We are keen to establish a framework which would drive growth of the overall size of the system, sales and profits for both our business and for franchisees. We would expect that the key elements of such a framework would include enhanced incentives for both order volume and new store growth, capital investment by us in technology and supply chain operations to support growth, together with investment to upgrade some of our internal capabilities. We will of course only agree a framework which is in the long-term interests of our shareholders, our franchisees and all other stakeholders.

Outlook
Assuming no other significant change to our operations and incorporating the previously guided £2m of Covid-19 related costs in the second half, we currently expect to report full year Underlying Group PBT in the range of £93m to £98m, in line with market consensus.

International (discontinued operations)
Our directly operated international businesses remain held for sale, and we are actively marketing them for disposal.
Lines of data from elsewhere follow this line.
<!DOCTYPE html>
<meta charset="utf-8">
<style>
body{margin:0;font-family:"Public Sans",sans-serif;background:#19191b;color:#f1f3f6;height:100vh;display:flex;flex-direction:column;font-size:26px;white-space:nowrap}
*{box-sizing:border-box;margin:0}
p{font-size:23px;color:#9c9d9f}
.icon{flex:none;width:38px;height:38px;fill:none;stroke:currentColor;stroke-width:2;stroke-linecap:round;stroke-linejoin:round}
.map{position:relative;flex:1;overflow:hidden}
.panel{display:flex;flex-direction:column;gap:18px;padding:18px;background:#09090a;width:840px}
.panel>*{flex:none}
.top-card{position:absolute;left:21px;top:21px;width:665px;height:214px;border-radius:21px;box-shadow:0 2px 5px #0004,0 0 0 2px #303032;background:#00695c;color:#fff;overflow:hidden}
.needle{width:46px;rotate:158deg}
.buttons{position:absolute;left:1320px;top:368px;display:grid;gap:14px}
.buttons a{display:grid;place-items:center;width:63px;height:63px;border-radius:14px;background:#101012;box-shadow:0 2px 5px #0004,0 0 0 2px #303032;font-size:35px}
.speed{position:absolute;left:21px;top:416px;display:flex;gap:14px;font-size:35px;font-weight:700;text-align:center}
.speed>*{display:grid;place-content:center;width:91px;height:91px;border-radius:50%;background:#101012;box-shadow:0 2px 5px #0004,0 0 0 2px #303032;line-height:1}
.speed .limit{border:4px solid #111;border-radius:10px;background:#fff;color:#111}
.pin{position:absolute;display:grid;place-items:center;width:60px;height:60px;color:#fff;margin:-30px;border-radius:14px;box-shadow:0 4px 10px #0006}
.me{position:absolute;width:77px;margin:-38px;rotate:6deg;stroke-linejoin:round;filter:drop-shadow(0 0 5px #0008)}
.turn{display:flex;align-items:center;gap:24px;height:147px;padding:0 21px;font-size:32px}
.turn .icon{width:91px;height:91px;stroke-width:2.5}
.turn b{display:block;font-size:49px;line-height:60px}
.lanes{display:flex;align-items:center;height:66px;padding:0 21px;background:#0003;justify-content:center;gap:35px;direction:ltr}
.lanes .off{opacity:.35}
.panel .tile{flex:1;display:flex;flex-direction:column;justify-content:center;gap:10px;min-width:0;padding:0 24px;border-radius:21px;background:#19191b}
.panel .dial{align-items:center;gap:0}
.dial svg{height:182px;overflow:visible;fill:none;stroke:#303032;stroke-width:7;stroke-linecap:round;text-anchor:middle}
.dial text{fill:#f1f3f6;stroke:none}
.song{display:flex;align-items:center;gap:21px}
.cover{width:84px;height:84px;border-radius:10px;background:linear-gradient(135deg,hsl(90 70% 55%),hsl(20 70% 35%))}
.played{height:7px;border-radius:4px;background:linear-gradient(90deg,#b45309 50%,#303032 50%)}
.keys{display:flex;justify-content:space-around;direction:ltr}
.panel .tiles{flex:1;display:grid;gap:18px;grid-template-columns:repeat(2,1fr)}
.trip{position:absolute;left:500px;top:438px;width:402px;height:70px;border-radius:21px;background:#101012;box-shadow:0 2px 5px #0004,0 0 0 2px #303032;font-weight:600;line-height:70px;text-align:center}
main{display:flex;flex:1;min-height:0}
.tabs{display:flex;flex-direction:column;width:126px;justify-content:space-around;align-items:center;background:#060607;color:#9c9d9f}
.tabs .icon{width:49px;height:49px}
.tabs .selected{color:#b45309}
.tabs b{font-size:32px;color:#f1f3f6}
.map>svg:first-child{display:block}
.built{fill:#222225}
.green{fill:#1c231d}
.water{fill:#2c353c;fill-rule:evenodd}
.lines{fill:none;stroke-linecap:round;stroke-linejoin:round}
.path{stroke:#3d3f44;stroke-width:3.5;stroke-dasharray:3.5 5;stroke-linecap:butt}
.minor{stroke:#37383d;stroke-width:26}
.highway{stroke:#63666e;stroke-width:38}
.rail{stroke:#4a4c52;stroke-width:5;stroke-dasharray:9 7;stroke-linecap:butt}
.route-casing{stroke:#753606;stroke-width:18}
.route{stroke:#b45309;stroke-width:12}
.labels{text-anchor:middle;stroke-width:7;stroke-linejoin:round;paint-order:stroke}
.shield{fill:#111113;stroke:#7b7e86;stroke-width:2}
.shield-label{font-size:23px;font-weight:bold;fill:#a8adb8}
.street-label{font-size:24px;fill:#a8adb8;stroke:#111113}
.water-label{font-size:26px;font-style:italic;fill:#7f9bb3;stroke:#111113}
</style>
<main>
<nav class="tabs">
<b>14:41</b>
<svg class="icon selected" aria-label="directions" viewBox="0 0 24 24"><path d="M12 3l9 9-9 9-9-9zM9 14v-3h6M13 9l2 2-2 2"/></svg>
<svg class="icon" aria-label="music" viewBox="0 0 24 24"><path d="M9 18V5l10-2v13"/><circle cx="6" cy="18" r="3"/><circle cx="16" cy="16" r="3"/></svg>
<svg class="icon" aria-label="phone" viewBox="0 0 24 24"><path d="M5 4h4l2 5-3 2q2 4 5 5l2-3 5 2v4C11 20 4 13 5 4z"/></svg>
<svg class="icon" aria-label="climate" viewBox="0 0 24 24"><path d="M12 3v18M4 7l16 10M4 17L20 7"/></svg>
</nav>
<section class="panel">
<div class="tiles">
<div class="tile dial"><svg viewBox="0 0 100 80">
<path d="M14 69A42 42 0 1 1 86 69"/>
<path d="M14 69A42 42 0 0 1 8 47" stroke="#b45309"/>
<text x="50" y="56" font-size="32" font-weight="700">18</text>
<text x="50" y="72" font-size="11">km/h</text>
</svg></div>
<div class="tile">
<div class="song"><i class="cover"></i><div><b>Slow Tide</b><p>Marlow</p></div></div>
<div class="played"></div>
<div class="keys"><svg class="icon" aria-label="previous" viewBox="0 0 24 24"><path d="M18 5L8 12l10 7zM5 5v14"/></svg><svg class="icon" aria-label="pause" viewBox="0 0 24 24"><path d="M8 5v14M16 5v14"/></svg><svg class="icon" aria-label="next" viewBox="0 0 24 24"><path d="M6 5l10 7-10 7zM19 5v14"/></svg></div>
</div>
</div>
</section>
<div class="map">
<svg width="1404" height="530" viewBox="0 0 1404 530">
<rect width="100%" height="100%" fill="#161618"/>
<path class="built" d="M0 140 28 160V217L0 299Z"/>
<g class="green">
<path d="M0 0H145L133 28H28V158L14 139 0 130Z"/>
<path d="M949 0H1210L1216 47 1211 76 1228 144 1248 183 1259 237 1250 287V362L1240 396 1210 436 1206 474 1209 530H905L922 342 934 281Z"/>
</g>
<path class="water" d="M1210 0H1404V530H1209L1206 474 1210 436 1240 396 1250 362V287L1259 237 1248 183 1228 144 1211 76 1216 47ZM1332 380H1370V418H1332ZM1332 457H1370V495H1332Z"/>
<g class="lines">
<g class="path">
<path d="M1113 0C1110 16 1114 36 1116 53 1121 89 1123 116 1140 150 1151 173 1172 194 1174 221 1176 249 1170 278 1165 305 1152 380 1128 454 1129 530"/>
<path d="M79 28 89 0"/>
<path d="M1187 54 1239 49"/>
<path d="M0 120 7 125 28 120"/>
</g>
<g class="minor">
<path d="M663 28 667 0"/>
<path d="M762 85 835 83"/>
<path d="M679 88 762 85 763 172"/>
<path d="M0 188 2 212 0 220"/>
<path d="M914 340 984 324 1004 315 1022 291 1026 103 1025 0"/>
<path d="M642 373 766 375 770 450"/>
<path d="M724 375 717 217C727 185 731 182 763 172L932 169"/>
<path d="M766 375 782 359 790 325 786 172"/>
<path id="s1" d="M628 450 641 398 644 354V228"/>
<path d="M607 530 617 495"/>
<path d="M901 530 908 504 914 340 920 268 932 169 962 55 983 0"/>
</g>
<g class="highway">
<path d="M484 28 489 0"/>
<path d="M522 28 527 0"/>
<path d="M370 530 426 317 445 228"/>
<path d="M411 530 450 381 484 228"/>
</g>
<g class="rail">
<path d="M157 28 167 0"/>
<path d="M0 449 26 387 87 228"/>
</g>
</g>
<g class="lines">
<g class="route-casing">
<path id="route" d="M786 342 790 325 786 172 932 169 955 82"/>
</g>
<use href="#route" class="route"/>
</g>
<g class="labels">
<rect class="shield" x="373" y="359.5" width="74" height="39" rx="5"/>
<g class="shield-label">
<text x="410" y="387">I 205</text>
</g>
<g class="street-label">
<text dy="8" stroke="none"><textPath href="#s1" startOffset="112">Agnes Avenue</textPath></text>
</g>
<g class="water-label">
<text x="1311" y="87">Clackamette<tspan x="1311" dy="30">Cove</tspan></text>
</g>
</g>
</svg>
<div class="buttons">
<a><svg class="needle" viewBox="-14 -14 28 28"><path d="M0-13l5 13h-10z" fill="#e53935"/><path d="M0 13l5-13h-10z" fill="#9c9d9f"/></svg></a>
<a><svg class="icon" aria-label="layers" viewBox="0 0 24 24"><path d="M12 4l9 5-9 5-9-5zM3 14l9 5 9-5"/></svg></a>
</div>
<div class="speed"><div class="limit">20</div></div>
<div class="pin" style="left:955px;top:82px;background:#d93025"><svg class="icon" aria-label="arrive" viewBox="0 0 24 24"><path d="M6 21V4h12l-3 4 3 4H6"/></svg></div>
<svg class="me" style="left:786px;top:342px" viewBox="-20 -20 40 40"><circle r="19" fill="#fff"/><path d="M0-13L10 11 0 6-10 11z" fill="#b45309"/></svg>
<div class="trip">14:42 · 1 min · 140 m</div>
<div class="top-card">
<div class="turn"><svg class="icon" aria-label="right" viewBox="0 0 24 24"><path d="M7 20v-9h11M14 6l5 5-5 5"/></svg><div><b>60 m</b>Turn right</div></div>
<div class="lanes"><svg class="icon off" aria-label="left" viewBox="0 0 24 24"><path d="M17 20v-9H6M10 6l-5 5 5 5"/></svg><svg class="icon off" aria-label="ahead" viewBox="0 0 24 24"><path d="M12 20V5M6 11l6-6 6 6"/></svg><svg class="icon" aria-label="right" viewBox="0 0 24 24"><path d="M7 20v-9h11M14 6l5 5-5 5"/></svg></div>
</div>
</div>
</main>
International system sales were up 4.0% year on year in local currency and down 5.2% year on year on a reported basis in Q3, with profit performance in line with our expectations.

Next scheduled announcement
Our next scheduled announcement will be our full year results in March 2021.

For further information, please contact:
Domino’s Pizza Group plc:
Bethany Barnes, Head of Investor Relations - 07387 015695

Brunswick:
Tim Danaher, Samantha Chiene - 020 7404 5959

About Domino’s Pizza Group
Domino's Pizza Group plc is the UK's leading pizza brand and a major player in the Irish market. We hold the master franchise agreement to own, operate and franchise Domino's stores in the UK, the Republic of Ireland, Switzerland, Sweden, Iceland and Liechtenstein. We also have an associate investment in Germany and Luxembourg.